Free-to-Play (F2P) is the business model that dominates gaming. It was a disruptive model some years ago and we believe that to see where we’re going, we must understand where we came from.
🔮 To see where we are going with Web3 Gaming, we must understand where we came from in the gaming industry.
One of the critical changes in recent gaming history was the free-to-play model. It’s the current status quo in the industry, and we firmly believe that F2P is something that web3 games should stick to. Let’s explore why:
First, we have to go back in time and understand the initial model of the gaming industry. The packaged goods:
💰 Games were fixed priced at around 60€
🥷🏼 Piracy was an issue. If you cannot afford the game, you get it for free.

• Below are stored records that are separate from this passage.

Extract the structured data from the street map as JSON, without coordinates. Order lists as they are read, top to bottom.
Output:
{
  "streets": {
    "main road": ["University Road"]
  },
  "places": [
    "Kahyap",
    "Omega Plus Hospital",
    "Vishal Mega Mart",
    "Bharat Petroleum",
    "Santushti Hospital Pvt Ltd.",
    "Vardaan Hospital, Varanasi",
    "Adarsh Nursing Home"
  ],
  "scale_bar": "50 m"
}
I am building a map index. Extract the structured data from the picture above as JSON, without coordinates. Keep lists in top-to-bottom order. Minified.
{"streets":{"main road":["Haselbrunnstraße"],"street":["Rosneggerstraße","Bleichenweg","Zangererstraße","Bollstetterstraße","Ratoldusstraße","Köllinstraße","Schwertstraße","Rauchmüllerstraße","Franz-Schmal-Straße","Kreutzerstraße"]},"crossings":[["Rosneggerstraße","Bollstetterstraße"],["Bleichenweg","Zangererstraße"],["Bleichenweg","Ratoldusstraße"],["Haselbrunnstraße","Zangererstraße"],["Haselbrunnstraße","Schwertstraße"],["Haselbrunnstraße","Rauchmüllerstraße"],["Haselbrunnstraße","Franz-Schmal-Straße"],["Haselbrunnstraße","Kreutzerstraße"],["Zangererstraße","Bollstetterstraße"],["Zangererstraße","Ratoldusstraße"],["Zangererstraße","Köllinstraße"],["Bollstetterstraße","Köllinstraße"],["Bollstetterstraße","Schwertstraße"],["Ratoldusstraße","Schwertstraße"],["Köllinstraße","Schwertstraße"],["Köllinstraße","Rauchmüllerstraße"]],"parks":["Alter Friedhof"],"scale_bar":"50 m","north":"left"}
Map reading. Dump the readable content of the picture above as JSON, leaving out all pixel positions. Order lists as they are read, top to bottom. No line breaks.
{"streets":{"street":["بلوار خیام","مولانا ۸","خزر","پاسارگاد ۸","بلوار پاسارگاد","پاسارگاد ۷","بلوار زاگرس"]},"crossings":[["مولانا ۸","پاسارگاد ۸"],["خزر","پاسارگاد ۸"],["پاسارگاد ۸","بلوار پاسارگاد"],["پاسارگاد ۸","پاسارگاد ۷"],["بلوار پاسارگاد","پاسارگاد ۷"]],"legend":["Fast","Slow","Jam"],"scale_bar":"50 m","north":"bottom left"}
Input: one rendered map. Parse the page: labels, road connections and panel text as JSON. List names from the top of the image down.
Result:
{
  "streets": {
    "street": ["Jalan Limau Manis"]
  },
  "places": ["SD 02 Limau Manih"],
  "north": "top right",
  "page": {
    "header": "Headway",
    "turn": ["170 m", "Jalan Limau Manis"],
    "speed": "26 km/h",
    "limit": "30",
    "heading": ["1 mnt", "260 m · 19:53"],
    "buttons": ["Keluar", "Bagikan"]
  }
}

👩🏻💻 Game Devs were usually paid by publishers via royalties for distribution.
At this point, people used to believe that you must innovate on gameplay to build a successful game. Let me tell you; it’s not usually needed. You have at least three dimensions to innovate on:
👾 Gameplay: how the game is played.
📈 Distribution: how you reach players.
💸 Business Model: how you monetize them.
You can innovate in just one or all three at the same time. However, the more innovation, the more risk you add to your go-to-market strategy. Some examples:
League of Legends was mainly a business model innovation. The gameplay (MOBA) was already proven by other games (DoTA - a WW3 mod)
FarmVille was mainly a distribution innovation (social - Facebook). Other existing games already proved the gameplay.
The most notable business model innovation in recent gaming history is the Free to play model. It allows you:
🕸 Increase your game's reach (¡obvious, it’s free!)
✋🏼 Stops piracy (if the game’s free, why steal it?)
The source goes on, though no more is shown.